__ENTRIES SUPPLIED__
BEGIN

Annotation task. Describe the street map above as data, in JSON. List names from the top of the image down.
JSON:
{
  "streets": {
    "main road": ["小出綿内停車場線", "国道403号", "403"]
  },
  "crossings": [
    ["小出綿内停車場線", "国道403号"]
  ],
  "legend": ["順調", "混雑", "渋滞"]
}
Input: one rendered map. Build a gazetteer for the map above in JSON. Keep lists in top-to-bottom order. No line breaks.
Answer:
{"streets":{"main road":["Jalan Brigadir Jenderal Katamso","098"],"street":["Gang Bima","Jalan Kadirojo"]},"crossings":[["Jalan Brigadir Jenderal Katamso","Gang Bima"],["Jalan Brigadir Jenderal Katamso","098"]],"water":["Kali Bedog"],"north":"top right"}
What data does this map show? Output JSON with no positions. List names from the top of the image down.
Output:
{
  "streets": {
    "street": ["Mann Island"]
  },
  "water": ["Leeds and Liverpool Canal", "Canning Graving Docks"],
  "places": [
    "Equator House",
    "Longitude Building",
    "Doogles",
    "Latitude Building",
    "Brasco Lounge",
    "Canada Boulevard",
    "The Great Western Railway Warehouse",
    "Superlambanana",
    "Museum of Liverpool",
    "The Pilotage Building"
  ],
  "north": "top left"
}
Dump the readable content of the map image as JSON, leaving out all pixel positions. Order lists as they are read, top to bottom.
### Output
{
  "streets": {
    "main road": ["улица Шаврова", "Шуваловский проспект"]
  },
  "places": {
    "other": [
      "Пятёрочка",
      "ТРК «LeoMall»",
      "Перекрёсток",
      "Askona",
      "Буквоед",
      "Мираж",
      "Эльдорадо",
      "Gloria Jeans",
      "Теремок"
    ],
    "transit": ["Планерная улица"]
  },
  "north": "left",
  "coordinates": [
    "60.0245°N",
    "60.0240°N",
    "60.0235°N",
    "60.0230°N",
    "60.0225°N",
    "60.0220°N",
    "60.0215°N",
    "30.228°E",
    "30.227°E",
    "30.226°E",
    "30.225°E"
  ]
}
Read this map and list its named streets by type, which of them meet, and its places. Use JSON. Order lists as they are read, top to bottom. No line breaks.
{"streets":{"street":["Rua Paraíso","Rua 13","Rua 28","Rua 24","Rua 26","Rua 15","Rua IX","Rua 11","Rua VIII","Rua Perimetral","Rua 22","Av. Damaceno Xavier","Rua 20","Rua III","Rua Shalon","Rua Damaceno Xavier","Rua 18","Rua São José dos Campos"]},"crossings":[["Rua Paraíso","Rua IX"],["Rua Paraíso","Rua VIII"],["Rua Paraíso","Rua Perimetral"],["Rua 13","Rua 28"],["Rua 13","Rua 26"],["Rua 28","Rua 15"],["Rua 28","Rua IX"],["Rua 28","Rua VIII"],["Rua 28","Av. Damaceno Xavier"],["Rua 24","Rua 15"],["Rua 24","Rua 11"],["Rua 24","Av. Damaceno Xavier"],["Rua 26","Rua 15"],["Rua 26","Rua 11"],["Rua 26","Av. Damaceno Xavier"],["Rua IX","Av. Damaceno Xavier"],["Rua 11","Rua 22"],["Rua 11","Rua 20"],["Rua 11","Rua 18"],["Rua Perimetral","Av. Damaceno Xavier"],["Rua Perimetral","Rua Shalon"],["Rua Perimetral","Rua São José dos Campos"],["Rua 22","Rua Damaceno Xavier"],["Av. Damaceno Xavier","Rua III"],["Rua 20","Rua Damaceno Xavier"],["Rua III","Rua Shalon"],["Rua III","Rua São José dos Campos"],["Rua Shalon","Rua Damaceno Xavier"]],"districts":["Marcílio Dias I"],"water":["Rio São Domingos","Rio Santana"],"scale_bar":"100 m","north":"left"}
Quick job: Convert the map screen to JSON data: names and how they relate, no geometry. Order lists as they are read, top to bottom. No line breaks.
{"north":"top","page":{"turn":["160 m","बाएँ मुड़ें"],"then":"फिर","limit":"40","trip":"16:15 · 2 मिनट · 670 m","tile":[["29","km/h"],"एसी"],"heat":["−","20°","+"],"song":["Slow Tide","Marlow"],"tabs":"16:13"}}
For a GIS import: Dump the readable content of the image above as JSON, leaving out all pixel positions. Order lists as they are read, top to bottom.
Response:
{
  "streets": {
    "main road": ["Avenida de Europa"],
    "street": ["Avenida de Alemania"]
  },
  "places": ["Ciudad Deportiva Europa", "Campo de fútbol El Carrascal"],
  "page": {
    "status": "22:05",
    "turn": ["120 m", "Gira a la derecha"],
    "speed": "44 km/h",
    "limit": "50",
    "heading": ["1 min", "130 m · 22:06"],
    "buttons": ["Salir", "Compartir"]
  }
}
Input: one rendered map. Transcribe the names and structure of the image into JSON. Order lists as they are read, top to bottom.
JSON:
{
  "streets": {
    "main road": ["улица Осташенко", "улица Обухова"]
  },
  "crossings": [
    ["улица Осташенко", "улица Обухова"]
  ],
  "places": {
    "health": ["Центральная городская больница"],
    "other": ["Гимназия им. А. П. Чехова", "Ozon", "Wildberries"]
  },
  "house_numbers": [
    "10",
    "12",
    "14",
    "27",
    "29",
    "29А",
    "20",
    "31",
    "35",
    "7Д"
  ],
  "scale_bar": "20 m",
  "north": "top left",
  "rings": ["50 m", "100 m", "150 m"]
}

END

__WHAT TO PRODUCE__
Write out every line of the data that holds the word "down".

__RESPONSE BELOW__
Annotation task. Describe the street map above as data, in JSON. List names from the top of the image down.
What data does this map show? Output JSON with no positions. List names from the top of the image down.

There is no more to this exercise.